[Haskell] [ANNOUNCE] yhc - York Haskell Compiler

Neil Mitchell ndmitchell at gmail.com
Fri Nov 11 07:24:49 EST 2005


Just so that people don't get the wrong idea ...

- Yhc is a working title and it's still not totally decided what it's
relation to nhc98 is. It may be merged back into nhc98, it may replace
nhc98 or it may end up as an entirely seperate project from it.

- It's very much work in progress, indeed the source code in the darcs
repository as of today is currently somewhat disfunctional as is in
between changes (hence why the Makefile is broken).

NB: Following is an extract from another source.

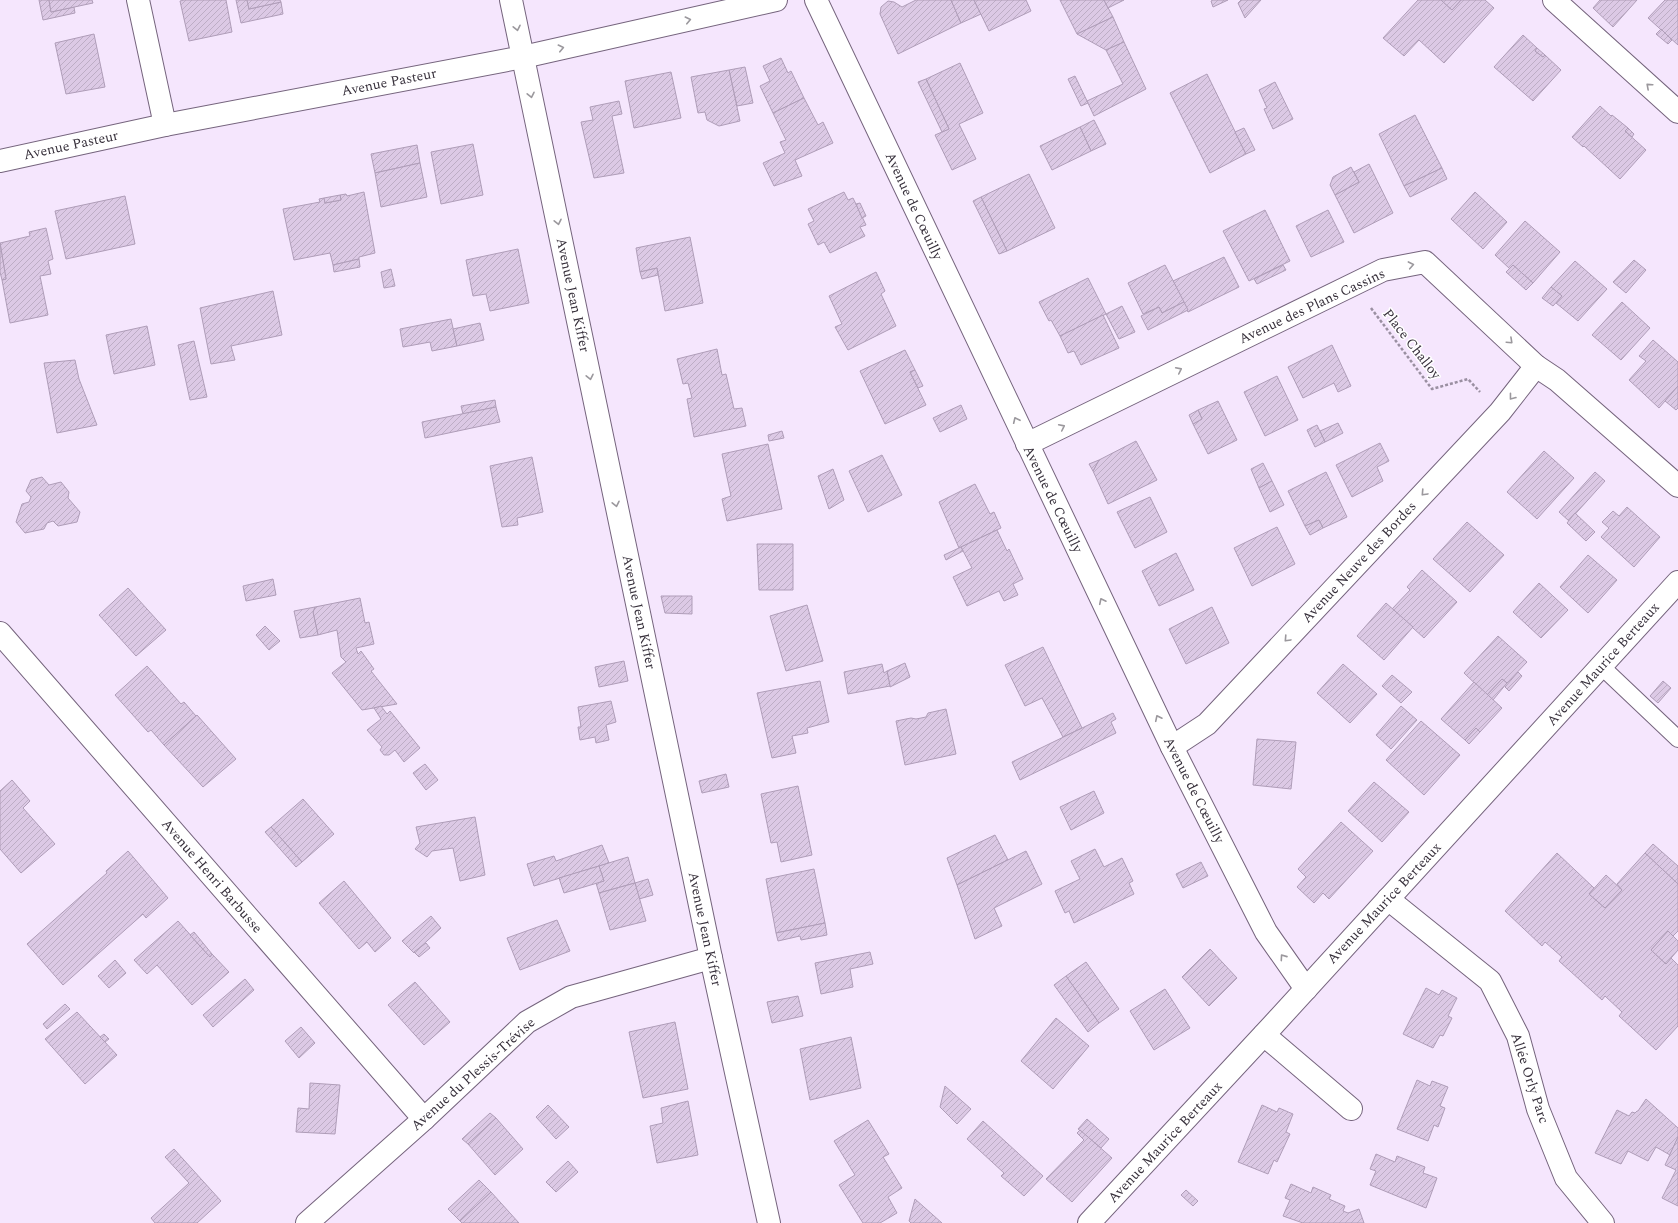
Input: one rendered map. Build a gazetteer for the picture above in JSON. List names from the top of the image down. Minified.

- It's just an experiment of mine with the backend that turns out to
have sparked some interest. It seems to compile most of Haskell 98 (at
least it did when it last worked ;-)) but it's in no way an industrial
strength compiler yet.

- It's just me and a few other students (who are or were recently at
York) working part time. It's in no way an "official" release.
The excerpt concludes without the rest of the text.